Stored data entries
***
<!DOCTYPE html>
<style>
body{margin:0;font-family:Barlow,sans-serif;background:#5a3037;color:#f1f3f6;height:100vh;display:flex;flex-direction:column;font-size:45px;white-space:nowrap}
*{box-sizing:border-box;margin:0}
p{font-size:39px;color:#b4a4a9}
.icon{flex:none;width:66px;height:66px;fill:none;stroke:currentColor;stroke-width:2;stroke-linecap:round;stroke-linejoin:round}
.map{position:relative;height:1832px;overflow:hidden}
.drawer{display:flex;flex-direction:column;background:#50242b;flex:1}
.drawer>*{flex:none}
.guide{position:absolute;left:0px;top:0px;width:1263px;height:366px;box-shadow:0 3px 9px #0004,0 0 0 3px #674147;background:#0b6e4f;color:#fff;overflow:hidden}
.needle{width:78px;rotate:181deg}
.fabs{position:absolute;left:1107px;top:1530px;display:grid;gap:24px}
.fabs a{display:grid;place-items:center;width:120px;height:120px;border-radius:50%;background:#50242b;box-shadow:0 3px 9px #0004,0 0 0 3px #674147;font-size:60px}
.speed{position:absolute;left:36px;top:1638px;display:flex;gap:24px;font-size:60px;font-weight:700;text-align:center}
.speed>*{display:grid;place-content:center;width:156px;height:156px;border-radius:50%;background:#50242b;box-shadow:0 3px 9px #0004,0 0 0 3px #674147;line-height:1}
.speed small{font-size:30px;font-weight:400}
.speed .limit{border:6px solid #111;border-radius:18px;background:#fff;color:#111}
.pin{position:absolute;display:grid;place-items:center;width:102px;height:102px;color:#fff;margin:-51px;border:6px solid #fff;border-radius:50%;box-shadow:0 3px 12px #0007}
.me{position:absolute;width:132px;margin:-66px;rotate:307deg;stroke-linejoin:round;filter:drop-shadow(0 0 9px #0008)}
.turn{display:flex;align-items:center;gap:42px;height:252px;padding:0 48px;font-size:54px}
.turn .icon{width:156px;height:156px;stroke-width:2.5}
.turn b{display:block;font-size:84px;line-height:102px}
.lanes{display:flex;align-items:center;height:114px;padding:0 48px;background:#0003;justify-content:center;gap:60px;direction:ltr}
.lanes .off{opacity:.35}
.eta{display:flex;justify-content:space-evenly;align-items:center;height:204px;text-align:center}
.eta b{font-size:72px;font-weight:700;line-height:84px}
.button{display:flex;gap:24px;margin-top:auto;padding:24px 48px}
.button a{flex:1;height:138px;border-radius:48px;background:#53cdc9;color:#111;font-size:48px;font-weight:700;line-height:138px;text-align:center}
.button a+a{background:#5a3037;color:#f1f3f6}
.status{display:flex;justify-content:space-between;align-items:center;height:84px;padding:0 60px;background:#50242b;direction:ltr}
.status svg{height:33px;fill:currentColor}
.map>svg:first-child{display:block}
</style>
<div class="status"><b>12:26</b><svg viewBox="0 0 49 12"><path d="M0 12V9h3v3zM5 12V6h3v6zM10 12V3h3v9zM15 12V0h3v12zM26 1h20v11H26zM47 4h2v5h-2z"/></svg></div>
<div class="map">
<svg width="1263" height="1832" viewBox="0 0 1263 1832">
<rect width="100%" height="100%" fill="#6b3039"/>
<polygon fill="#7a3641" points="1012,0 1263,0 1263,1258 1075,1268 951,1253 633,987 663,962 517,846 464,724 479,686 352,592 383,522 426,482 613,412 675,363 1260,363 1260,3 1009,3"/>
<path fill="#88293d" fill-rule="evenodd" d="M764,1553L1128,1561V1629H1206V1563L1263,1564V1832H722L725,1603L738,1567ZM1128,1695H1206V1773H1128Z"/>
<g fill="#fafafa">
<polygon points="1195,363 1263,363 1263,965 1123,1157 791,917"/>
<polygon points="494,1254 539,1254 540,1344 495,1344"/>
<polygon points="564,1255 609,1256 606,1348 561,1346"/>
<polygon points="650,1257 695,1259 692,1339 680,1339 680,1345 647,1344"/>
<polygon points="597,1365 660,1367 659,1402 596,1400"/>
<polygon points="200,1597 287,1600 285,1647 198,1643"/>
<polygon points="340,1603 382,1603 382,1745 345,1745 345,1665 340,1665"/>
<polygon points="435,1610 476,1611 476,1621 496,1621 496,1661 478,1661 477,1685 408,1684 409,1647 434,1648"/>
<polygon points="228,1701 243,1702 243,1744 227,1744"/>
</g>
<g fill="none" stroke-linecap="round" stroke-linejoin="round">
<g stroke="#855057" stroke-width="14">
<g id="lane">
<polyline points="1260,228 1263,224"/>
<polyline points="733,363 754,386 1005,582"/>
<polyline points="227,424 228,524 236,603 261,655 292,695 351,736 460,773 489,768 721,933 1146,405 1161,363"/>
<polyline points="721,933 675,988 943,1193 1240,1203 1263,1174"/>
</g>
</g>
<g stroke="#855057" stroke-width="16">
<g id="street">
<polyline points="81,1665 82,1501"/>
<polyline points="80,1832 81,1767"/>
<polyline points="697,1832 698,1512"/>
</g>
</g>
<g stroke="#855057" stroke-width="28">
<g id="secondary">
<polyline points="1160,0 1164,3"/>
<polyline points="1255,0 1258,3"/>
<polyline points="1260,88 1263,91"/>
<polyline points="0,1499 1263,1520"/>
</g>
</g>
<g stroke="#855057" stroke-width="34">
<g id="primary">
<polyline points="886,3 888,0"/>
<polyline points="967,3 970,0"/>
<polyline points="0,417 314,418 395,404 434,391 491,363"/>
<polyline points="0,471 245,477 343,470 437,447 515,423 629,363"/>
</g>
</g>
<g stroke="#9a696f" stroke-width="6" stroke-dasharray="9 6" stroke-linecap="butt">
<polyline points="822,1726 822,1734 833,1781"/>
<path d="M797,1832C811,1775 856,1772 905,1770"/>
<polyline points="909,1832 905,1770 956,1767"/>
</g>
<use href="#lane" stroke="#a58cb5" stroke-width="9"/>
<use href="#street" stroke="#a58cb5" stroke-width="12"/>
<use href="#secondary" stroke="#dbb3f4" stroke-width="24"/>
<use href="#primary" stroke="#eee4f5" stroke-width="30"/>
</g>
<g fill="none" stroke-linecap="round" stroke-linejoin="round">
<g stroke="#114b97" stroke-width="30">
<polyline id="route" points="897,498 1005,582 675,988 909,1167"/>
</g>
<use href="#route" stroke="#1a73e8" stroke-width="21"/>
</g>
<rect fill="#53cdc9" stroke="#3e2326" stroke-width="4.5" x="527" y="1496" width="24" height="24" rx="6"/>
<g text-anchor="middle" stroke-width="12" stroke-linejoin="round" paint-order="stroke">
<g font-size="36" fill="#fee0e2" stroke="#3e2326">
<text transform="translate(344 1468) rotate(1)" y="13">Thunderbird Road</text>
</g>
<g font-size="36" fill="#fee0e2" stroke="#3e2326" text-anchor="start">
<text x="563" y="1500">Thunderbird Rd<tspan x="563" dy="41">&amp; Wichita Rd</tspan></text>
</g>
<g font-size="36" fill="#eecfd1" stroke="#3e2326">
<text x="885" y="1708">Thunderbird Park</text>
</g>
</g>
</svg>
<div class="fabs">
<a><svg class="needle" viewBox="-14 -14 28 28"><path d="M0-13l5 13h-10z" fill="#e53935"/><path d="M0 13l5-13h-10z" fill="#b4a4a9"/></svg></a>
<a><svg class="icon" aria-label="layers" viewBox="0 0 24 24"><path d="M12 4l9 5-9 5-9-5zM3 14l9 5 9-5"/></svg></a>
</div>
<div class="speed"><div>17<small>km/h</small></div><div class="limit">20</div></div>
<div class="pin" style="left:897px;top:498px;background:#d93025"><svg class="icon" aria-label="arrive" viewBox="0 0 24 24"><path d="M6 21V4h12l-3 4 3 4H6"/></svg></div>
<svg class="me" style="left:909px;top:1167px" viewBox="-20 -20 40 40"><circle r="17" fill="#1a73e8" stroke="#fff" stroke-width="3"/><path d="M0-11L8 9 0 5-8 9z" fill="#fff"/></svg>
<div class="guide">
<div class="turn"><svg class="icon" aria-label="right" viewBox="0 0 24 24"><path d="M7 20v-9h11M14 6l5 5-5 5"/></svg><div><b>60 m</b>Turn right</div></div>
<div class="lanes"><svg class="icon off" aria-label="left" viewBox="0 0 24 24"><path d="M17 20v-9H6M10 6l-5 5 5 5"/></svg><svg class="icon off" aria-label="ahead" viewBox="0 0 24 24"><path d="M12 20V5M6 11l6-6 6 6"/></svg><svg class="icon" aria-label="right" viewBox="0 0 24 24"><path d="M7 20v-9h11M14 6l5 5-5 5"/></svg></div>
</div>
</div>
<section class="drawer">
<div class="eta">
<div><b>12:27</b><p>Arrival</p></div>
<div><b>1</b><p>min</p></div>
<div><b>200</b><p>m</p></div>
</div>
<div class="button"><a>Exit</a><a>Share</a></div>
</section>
***
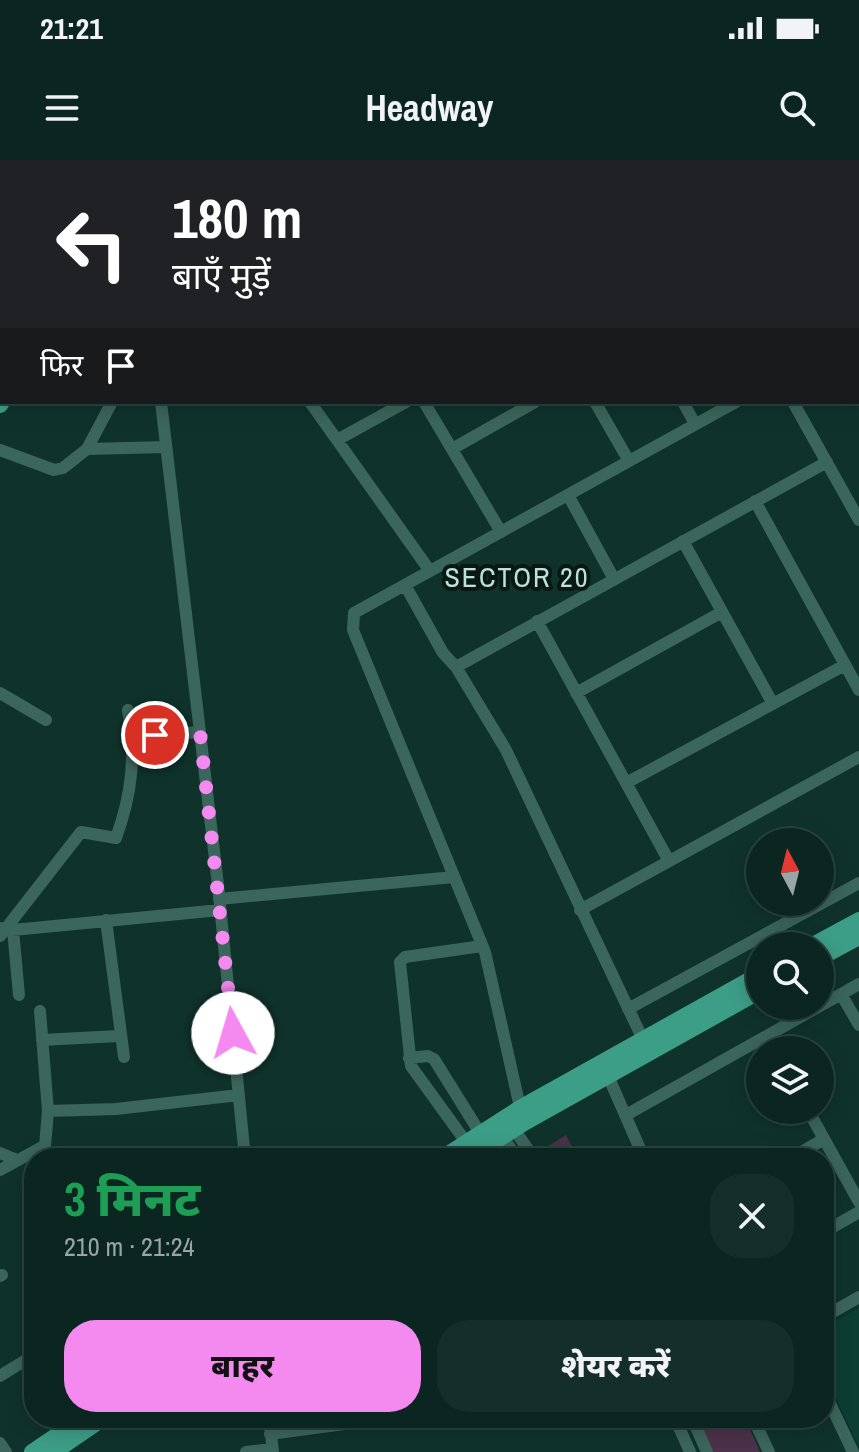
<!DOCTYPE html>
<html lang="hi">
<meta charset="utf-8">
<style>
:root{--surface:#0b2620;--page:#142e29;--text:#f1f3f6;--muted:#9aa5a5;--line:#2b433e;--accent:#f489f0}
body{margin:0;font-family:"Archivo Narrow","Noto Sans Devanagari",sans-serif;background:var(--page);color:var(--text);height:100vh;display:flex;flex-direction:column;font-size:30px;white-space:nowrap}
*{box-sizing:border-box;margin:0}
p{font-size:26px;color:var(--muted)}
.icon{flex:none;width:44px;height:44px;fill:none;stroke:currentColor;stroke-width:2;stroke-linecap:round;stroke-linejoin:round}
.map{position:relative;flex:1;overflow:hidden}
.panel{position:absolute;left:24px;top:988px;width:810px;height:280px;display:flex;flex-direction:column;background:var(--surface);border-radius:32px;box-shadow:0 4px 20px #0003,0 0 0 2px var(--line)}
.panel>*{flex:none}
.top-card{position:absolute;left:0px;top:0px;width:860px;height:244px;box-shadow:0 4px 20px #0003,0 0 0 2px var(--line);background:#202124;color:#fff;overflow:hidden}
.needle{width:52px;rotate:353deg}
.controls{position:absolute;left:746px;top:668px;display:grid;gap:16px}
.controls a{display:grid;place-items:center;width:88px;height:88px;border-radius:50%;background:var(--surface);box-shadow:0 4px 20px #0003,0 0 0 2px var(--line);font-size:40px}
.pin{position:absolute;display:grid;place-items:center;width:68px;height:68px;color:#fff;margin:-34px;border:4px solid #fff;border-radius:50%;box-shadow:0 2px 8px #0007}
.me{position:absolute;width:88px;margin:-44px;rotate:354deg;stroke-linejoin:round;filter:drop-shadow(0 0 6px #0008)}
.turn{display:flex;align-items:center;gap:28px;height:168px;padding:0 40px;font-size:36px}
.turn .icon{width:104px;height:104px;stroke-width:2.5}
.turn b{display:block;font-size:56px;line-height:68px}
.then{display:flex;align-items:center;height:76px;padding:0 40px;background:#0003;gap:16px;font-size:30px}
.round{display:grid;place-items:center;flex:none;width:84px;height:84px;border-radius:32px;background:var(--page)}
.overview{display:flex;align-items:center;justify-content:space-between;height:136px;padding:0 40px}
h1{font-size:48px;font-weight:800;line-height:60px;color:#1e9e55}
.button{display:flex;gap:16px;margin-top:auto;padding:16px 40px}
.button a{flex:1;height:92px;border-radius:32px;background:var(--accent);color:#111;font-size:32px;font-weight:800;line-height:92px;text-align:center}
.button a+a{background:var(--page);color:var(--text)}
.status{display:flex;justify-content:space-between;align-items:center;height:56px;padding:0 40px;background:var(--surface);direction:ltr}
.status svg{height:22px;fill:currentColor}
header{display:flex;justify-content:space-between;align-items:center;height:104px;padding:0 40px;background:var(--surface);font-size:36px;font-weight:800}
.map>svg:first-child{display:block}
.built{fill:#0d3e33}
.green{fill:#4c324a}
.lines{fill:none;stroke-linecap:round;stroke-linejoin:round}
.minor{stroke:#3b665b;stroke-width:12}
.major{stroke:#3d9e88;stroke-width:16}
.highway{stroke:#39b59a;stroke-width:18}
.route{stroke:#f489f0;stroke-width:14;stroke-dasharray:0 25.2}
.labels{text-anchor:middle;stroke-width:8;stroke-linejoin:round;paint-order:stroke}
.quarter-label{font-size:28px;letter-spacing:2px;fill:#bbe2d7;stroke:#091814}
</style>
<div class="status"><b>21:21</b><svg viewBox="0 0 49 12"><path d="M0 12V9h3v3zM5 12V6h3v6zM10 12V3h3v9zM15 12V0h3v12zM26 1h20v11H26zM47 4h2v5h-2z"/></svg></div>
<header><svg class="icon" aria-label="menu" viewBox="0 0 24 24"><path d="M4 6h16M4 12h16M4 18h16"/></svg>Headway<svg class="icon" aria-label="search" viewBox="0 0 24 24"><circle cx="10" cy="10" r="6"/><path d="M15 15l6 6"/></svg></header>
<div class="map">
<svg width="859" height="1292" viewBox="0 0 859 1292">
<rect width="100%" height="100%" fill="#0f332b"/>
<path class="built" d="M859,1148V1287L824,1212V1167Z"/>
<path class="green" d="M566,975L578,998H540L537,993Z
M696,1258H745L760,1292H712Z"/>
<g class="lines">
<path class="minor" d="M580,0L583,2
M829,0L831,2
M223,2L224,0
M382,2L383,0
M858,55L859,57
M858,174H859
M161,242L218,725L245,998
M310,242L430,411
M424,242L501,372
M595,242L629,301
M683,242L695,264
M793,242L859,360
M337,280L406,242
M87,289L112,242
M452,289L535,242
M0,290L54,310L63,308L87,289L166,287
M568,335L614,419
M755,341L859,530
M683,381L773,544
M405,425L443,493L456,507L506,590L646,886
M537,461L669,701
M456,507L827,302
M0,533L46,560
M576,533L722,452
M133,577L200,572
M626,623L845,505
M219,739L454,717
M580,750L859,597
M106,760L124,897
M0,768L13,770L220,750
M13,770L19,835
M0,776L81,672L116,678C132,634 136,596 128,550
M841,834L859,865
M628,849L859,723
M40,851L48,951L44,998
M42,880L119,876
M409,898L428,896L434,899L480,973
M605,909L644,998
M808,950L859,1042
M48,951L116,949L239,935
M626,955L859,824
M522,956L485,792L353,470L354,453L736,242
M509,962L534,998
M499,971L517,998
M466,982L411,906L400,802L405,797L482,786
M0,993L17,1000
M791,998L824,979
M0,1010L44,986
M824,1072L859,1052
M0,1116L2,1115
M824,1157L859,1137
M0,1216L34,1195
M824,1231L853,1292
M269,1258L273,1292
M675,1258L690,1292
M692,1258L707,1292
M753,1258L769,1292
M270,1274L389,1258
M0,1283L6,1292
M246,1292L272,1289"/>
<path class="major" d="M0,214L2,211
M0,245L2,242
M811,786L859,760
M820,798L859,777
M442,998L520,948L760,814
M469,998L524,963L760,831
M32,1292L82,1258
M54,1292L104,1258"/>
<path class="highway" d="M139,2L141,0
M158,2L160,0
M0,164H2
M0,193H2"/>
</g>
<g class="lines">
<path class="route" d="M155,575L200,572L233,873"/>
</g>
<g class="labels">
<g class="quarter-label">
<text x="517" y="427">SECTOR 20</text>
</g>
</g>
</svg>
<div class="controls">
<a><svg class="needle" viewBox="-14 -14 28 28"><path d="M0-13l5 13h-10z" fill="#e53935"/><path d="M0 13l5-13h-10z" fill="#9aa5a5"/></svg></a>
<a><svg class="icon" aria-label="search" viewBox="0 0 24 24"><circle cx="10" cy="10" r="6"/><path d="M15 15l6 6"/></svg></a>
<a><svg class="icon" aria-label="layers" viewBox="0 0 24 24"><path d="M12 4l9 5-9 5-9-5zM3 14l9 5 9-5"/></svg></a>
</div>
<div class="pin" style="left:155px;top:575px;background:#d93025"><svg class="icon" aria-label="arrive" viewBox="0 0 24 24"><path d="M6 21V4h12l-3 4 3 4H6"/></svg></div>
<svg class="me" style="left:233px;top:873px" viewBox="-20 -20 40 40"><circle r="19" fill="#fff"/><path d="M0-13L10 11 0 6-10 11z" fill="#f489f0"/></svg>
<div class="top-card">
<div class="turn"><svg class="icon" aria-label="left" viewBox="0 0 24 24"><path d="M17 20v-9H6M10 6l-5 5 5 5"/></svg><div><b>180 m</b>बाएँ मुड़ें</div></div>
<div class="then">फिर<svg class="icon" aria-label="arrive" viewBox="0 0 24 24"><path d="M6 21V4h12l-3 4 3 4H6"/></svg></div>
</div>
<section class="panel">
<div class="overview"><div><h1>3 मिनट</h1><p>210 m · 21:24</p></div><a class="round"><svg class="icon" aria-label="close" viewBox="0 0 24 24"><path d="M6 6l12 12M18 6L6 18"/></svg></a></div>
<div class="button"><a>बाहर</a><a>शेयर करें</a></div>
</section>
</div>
***
:: Work request ::
Only the number is needed here: how many lines in the data contain "fabs"?

:: Exercise output ::
3